E ora lei cos’è, che persona è?
«Sono un pozzo senza fondo. Mai soddisfatto. Sono perseverante ma non paziente, spesso non ascolto cose che già so non mi interesseranno, ho sviluppato una certa ipersensibilità nei confronti delle persone, capisco subito se tu potrai avere un rapporto con me. Mia moglie dice che sono un tornado che entra in un buco nero… fa ridere, no? Lì tutto si azzera, la teoria del tutto ha dimostrato che il buco nero rilascia particelle, fino a esaurirsi. Mi interessa la fisica quantistica, sì, i suoi paradossi, come l’esperimento delle due fessure.
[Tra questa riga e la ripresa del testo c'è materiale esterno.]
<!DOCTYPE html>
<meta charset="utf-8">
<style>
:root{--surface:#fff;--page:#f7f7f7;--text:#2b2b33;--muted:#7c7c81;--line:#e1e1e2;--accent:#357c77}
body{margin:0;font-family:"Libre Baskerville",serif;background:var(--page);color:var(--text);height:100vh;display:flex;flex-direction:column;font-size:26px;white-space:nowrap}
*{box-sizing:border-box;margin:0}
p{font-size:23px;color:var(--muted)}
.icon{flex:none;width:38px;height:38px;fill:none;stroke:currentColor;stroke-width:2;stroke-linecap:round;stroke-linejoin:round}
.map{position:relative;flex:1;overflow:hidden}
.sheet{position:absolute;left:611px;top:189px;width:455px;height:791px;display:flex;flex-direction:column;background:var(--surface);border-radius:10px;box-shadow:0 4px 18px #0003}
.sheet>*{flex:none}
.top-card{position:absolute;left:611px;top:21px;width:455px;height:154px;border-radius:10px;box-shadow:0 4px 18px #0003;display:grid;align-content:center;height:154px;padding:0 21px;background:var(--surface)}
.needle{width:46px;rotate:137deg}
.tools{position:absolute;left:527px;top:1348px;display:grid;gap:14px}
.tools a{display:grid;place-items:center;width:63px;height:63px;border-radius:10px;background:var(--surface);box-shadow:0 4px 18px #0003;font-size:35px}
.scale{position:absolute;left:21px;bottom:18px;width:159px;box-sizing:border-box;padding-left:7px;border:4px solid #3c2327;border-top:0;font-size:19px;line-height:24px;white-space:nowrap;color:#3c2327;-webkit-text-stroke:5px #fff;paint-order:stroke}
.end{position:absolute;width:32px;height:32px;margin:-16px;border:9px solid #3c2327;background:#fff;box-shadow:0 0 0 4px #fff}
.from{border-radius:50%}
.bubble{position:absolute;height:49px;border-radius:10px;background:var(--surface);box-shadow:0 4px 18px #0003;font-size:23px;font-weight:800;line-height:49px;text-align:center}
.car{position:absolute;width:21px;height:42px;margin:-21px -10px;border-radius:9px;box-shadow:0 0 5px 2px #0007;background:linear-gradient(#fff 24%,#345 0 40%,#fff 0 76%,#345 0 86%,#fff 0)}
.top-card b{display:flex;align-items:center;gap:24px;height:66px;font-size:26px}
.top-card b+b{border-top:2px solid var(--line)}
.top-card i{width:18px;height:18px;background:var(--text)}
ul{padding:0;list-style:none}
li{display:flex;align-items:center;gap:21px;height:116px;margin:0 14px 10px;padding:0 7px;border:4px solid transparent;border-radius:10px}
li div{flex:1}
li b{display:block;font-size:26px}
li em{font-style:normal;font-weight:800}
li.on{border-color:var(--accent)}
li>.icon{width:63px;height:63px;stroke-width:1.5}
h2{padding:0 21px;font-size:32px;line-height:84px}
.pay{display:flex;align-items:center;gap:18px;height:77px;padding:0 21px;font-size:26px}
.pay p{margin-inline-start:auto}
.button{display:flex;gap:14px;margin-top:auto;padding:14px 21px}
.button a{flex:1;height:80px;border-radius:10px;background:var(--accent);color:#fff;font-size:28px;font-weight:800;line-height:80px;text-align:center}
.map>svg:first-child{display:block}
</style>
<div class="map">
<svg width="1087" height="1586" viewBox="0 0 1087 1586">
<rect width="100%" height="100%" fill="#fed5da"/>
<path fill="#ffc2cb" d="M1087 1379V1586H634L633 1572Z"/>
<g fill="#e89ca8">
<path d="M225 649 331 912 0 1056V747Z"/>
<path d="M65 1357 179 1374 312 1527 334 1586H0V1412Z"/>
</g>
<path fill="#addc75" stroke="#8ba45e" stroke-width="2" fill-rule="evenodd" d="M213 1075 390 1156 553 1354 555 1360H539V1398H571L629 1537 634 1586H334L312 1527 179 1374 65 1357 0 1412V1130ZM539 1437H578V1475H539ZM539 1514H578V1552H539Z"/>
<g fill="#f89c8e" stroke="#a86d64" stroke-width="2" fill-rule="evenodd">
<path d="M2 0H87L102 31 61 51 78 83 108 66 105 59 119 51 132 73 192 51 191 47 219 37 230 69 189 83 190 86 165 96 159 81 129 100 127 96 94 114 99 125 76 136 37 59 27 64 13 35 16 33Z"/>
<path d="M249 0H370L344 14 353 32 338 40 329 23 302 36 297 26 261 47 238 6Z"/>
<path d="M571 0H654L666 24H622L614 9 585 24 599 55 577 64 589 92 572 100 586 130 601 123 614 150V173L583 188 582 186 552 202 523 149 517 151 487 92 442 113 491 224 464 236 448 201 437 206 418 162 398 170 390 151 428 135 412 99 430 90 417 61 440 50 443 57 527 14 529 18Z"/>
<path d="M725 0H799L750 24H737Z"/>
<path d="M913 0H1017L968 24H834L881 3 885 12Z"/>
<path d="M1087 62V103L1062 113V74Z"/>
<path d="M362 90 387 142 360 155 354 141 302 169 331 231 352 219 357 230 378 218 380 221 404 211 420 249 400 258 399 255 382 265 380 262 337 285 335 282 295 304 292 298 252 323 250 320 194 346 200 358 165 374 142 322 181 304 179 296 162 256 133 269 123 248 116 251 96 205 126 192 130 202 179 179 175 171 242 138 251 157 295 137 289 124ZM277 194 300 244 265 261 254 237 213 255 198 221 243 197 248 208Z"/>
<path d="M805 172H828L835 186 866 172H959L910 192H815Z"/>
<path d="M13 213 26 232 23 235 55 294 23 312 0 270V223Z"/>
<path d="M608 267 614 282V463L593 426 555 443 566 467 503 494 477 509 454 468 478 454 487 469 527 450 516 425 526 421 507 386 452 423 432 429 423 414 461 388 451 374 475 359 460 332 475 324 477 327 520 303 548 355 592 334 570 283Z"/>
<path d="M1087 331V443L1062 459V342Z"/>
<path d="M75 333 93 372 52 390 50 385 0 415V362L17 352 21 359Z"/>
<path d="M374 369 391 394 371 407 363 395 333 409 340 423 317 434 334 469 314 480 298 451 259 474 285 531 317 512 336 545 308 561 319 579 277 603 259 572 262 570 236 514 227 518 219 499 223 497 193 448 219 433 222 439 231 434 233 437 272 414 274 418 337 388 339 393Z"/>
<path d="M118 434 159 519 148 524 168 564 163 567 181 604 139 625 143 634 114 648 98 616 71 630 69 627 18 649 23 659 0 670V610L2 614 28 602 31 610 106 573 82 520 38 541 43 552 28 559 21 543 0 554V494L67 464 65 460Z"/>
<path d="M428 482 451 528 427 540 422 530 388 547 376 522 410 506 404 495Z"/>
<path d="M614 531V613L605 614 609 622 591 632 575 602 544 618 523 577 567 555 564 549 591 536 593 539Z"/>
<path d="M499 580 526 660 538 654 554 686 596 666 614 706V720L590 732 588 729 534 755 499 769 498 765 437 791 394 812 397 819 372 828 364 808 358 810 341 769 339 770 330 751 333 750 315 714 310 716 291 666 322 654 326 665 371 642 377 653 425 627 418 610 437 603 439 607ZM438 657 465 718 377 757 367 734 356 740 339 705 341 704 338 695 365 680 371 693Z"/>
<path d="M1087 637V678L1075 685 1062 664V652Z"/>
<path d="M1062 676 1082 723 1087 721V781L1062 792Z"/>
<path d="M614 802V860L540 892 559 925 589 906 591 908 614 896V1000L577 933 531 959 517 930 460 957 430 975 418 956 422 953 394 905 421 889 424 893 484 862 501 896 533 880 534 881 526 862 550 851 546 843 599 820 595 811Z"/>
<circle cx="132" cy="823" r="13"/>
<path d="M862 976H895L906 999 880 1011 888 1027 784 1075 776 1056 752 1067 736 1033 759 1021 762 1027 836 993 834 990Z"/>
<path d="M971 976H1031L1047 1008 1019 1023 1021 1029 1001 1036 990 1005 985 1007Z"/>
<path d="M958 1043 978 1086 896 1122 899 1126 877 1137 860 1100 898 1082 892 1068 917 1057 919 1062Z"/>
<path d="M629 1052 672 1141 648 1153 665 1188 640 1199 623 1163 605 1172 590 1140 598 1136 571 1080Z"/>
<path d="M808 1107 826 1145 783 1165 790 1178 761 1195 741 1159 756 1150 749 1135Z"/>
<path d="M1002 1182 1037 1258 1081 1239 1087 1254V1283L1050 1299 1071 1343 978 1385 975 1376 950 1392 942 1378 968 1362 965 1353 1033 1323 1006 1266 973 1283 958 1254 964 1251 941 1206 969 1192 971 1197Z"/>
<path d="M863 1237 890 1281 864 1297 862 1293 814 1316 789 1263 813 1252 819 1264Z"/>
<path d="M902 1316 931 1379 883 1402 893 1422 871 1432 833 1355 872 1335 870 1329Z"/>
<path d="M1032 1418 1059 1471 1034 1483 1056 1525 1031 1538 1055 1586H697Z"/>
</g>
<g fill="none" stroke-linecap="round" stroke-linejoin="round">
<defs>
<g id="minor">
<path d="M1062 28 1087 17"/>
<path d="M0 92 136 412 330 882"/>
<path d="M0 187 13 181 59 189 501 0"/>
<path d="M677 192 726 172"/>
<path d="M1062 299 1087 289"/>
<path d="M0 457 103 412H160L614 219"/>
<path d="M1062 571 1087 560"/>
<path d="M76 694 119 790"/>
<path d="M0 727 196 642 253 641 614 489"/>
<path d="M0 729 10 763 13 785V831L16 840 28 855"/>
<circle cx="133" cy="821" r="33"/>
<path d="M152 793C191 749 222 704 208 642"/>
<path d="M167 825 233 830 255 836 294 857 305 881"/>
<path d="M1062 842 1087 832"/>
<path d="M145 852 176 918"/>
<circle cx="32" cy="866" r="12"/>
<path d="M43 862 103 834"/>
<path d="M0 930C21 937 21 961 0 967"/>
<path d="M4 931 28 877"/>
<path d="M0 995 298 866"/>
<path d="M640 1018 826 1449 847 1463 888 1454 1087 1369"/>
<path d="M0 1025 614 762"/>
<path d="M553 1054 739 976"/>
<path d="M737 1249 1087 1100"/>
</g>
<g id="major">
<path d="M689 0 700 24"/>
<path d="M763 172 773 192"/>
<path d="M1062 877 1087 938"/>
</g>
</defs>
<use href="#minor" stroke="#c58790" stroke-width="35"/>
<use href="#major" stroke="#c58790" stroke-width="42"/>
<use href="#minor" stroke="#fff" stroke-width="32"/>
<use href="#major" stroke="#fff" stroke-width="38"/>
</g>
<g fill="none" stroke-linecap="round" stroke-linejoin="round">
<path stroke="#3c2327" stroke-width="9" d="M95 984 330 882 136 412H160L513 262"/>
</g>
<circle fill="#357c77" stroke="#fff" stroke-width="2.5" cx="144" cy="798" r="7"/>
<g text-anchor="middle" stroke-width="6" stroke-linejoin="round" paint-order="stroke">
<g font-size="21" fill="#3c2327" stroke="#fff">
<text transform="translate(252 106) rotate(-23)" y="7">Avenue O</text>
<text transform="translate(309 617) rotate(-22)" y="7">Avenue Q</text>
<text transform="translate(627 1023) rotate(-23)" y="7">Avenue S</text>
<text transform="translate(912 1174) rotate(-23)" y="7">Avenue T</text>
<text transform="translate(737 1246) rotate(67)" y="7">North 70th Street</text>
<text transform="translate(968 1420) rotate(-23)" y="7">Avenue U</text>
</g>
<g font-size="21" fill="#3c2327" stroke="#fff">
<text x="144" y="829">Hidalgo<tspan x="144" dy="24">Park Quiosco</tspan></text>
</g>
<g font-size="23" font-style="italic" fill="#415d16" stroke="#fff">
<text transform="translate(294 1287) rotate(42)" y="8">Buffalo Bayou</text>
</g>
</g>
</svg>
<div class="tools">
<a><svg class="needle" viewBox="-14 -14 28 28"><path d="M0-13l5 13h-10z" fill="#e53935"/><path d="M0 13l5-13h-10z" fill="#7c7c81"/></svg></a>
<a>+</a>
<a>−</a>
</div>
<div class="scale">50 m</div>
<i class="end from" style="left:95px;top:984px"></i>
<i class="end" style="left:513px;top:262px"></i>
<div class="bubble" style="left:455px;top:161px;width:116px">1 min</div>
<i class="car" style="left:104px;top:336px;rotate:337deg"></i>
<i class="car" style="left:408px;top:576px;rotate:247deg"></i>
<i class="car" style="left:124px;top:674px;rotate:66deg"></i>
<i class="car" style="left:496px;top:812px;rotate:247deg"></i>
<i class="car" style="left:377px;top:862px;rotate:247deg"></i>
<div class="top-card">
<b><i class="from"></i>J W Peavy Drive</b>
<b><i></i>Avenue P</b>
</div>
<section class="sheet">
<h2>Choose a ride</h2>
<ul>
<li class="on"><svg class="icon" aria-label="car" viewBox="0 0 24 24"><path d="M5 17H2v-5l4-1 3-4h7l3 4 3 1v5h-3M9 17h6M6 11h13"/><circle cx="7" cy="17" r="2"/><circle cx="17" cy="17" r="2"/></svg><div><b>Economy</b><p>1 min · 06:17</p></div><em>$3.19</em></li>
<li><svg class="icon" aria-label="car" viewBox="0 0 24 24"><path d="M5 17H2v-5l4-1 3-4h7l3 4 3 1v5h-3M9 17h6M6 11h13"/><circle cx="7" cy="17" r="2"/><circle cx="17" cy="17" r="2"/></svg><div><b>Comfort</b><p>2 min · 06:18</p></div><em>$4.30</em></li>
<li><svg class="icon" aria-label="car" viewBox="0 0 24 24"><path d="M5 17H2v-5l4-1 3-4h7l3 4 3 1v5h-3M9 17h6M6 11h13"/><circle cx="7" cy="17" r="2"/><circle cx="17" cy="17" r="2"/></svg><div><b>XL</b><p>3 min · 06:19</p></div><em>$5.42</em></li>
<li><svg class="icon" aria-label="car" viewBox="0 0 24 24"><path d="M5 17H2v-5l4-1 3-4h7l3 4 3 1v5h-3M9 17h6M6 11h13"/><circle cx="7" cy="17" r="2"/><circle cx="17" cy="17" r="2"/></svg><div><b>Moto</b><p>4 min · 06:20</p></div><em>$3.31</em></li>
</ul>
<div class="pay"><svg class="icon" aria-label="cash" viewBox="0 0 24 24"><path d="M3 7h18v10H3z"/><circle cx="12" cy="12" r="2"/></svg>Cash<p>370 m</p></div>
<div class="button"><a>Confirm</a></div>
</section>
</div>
Anche noi siamo energia, i nostri pensieri sono potenti, anche se non lo crediamo, ma i pensieri hanno un’evoluzione nel nostro inconscio, che poi è il 95% della nostra mente».
Di cosa ha paura?
«Le tre grandi paure dell’uomo sono quella della morte, delle critiche, della solitudine. Dobbiamo combatterle. Siamo fatti per un quarto della nostra genetica, un quarto di chi ci circonda, un quarto il tempo in cui viviamo, un quarto le influenze esterne dei media e dei messaggi subliminali che ci rifilano. Si trova la via quando definiamo la nostra unicità. E la cosa peggiore è che non c’è un’età per trovarla. L’esperienza non ti aiuta, è solo una lampada che ti illumina la schiena ma non il cammino».
Quando scenderà dalla bici, domenica, dove andrà?
«Mi isolerò e non esisterà più niente per un po’. Poi ridiventerò il cannibale che cerca un altro obiettivo. È un periodo che tutti mi fanno i complimenti: alla lunga, mi hanno annoiato».